Il est peu probable qu’une seule mesure détermine si une entreprise réussira à croître. La progression dépend plus souvent de la façon dont plusieurs conditions se réunissent au fil du temps.
Une possibilité de financement peut avoir plus de valeur lorsqu’un entrepreneur est prêt à en tirer parti. Un programme d’approvisionnement peut être plus utile lorsqu’une entreprise dispose déjà des systèmes et de la capacité nécessaires pour exécuter un contrat. La technologie peut améliorer la productivité, mais seulement lorsque les entrepreneurs disposent des connaissances et des ressources nécessaires pour l’intégrer efficacement.
C’est ce qui rend les recherches régionales particulièrement utiles. Plutôt que de considérer la croissance comme un résultat unique, les projets examinent de plus près les décisions, les ressources et les relations qui façonnent le parcours vers la croissance.
Pour les entrepreneurs noirs, ces questions s’appuient sur un ensemble de recherches de plus en plus détaillé portant à la fois sur les forces qu’ils apportent à l’entrepreneuriat et les obstacles qui peuvent limiter la croissance de leurs entreprises. La prochaine étape consiste à mieux comprendre ce qui permet aux entreprises de progresser et à déterminer si ces enseignements peuvent mener à de meilleurs soutiens, à des entreprises plus solides et à davantage de possibilités de croissance.

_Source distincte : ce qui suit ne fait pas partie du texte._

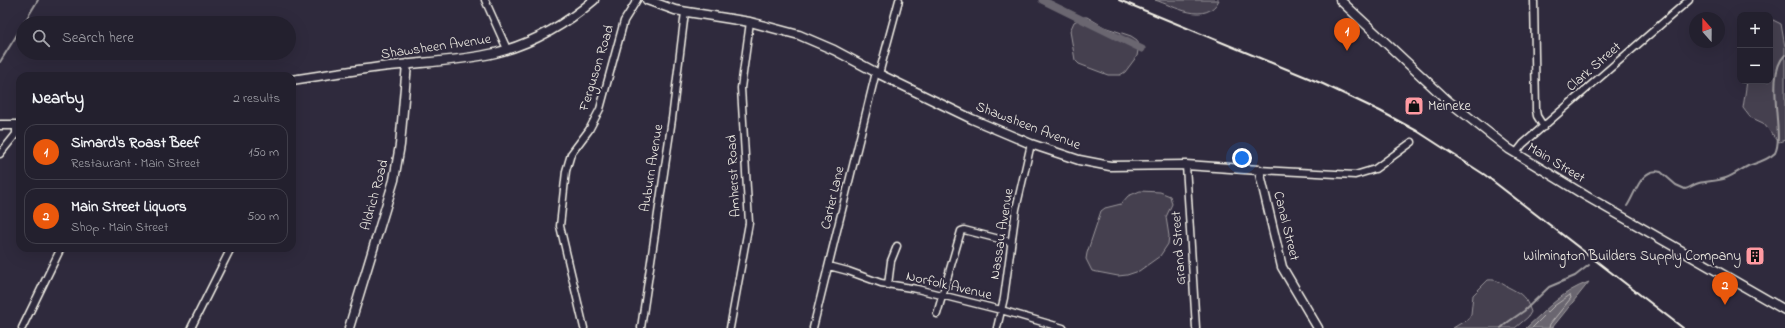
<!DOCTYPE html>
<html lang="en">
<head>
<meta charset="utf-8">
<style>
	:root { --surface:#23202e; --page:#2f2d3a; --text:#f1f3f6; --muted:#a3a3aa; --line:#403e4a; --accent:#ea580c }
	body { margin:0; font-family:"Indie Flower",sans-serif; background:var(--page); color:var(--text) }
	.controls { position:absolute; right:12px; top:12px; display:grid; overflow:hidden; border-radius:8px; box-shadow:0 4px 16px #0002 }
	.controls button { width:36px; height:36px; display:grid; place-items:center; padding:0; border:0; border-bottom:1px solid var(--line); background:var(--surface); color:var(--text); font:20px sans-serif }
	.compass { position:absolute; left:1689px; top:12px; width:36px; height:36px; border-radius:50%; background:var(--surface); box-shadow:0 4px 16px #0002; rotate:339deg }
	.you { position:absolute; left:1242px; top:158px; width:14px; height:14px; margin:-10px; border:3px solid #fff; border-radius:50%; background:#1a73e8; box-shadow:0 0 0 6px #1a73e833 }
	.badge { display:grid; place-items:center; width:26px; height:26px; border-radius:50%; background:var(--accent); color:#fff; font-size:13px; font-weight:700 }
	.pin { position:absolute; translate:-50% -33px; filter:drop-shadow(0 1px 2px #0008) }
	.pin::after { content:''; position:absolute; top:21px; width:14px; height:12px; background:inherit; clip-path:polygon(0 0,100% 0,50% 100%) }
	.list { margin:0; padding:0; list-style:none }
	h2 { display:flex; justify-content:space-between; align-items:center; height:52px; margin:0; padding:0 16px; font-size:17px }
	h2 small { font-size:13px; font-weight:400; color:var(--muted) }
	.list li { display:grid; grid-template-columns:26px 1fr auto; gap:12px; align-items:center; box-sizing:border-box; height:56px; margin:0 8px 8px; padding:0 8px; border:1px solid var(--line); border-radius:12px }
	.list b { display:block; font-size:15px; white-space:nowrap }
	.list p { margin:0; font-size:13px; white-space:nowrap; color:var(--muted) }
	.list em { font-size:13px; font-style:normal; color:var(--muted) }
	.icon { flex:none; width:22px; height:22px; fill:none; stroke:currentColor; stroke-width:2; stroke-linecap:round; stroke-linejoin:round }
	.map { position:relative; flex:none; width:1785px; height:328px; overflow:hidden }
	.search { position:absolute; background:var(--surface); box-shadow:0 4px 16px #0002; left:16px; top:16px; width:280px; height:44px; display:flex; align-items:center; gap:10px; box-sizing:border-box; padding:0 14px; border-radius:22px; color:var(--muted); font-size:15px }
	.panel { position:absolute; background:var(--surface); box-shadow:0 4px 16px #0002; left:16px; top:72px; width:280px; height:180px; border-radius:12px }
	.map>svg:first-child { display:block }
	.green { fill:#454050; stroke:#9c989c }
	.water { fill:#6a6670; stroke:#a19ea0 }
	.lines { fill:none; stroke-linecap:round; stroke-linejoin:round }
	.shore { stroke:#bdb9b8; stroke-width:1 }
	.stream { stroke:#a19ea0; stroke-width:2 }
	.canal { stroke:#6a6670; stroke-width:7 }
	.street-casing { stroke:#f4f1e8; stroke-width:9 }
	.secondary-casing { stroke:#f4f1e8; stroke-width:11 }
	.street { stroke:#2f2a3d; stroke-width:6 }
	.secondary { stroke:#2f2a3d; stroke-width:8 }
	.rail { stroke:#f4f1e8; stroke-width:2 }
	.labels { text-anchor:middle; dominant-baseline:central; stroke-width:4; stroke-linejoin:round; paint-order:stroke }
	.street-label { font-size:14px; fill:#f4f1e8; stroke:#2f2a3d }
	.poi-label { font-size:14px; fill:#f4f1e8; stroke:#2f2a3d; text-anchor:start }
</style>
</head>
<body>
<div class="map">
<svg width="1785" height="328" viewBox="0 0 1785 328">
	<rect width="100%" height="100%" fill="#2f2a3d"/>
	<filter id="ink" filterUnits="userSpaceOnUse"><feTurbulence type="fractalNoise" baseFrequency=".025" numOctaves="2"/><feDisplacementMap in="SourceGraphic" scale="8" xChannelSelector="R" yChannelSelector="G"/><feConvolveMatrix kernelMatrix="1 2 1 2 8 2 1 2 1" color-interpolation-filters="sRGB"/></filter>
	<g filter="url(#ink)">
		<path class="green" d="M1155,0H1219C1206,26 1174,6 1155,0Z
			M1084,17H1087L1104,27L1131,36L1137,40L1139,45L1137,56L1125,72L1120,75H1108L1079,64L1075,60L1070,31L1074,22Z
			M1773,20L1781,24L1785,47V140L1779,142L1763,123L1750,117L1743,108L1747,81H1770V21Z
			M1140,191L1160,192L1170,196L1172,204L1166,217L1169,236L1168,244L1160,256L1139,271L1127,275L1118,276L1092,271L1086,259L1087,253L1101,211L1105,208L1121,204L1128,196Z
			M1488,280C1498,279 1500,283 1508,287C1522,294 1526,297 1531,312L1528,317L1515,328H1453L1468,319L1471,314L1473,295Z"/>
		<path class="water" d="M1589,282L1552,328H1526C1546,310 1562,291 1589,282Z"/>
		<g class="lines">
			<path class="shore" d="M1532,328L1554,306L1570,295L1571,298L1550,324L1549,328"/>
			<path class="stream" d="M24,23L38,0
				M0,62L23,25
				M1627,206C1635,195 1641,166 1661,172L1676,185L1685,189C1690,188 1694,184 1699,183C1708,181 1718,181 1726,178C1734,175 1740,170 1748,166C1757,163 1768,160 1775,153C1785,135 1764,75 1785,55
				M1501,328L1508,322L1524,311L1549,287L1575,276L1589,265"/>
			<path class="canal" d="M1042,0L1142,49"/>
			<defs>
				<path id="street" d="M485,0L507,49
					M1534,0L1536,110L1537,116L1544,127
					M879,74L899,0
					M1516,153L1523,144L1689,0
					M0,154L16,134V125
					M1186,165L1196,328
					M1259,170L1355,175L1375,169L1412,142
					M829,266L848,271L881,283L917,289L1001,310L1063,328
					M888,285L891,261L897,246
					M937,314L961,231L964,230L1011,242
					M22,328L61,248
					M191,328L231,248
					M584,328L560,226L566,171L571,154L589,130L600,109L624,21L637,0
					M641,328L672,119L685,12
					M730,328L749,223L741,88L750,22
					M813,328L876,72
					M997,328L1004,298L1016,209L1031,144"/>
				<path id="secondary" d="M647,0L675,10L750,22L799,35L834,50L879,74L972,119L1031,144L1079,160L1110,166L1186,165L1259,170L1282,267L1318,328
					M1340,0L1447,100L1509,149L1586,196L1785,310
					M292,80C324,75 356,70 389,66C424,62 460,61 495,53C531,44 566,24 594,0
					M0,125H20
					M349,328L394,180L400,145L407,64"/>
			</defs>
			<use href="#street" class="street-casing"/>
			<use href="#secondary" class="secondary-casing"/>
			<use href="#street" class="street"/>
			<use href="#secondary" class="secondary"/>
			<path class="rail" d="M1119,0L1323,84L1380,111L1417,131L1485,175L1683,328"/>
		</g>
	</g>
	<defs>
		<symbol id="shop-square" viewBox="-11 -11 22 22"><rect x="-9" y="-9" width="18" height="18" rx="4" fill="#ff9aa2" stroke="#2f2a3d"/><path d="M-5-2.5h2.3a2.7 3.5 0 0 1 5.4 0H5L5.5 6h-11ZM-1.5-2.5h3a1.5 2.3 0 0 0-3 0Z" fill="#111"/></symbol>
		<symbol id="building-square" viewBox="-11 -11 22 22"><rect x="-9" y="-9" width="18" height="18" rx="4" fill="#ff9aa2" stroke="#2f2a3d"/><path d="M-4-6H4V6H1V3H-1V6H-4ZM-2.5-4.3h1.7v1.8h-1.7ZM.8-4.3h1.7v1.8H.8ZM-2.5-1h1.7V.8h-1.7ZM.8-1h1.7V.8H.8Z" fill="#111"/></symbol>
	</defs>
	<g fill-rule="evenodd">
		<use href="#shop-square" x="1403" y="95" width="22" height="22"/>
		<use href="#building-square" x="1744" y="245" width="22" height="22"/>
	</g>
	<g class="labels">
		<g class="street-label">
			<text transform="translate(436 47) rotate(-8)">Shawsheen Avenue</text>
			<text transform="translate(1594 67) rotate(-41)">Clark Street</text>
			<text transform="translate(597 68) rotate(-73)">Ferguson Road</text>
			<text transform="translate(1028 126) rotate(21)">Shawsheen Avenue</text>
			<text transform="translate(1556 163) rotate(31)">Main Street</text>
			<text transform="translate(652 168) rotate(-81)">Auburn Avenue</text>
			<text transform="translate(734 176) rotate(-93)">Amherst Road</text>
			<text transform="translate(375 195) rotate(-75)">Aldrich Road</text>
			<text transform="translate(833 198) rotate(-77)">Carter Lane</text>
			<text transform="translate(1286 226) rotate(76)">Canal Street</text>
			<text transform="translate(1002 234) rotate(-81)">Nassau Avenue</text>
			<text transform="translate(1179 248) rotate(-94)">Grand Street</text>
			<text transform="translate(949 286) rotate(13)">Norfolk Avenue</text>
		</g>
		<g class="poi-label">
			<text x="1428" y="106">Meineke</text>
			<text x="1741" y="256" text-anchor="end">Wilmington Builders Supply Company</text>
		</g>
	</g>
</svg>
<div class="controls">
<button>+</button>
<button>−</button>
</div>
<svg class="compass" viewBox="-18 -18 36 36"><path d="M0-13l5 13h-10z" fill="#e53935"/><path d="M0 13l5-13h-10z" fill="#a3a3aa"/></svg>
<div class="you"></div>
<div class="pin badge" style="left:1347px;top:51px">1</div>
<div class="pin badge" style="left:1725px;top:305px">2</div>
<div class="search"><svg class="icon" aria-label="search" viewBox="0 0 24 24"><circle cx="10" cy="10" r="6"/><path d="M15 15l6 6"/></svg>Search here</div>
<section class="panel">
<h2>Nearby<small>2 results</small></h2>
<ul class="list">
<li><span class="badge">1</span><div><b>Simard's Roast Beef</b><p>Restaurant · Main Street</p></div><em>150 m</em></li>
<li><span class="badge">2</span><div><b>Main Street Liquors</b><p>Shop · Main Street</p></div><em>500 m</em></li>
</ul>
</section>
</div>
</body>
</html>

Ces travaux arrivent à un moment où le Canada pose des questions semblables à l’ensemble de son secteur des entreprises. Comment les petites entreprises peuvent-elles devenir plus productives? Qu’est-ce qui les aide à investir, à adopter de nouvelles technologies et à saisir des possibilités de plus grande envergure? Qu’est-ce qui leur permet de demeurer résilientes lorsque la conjoncture économique change?
Les carrefours régionaux du CSEN abordent ces questions sous l’angle de l’entrepreneuriat des communautés noires. Leurs conclusions pourraient aider le Canada à mieux comprendre ce qu’il faut pour bâtir des entreprises plus solides et plus résilientes, capables de répondre aux réalités économiques actuelles.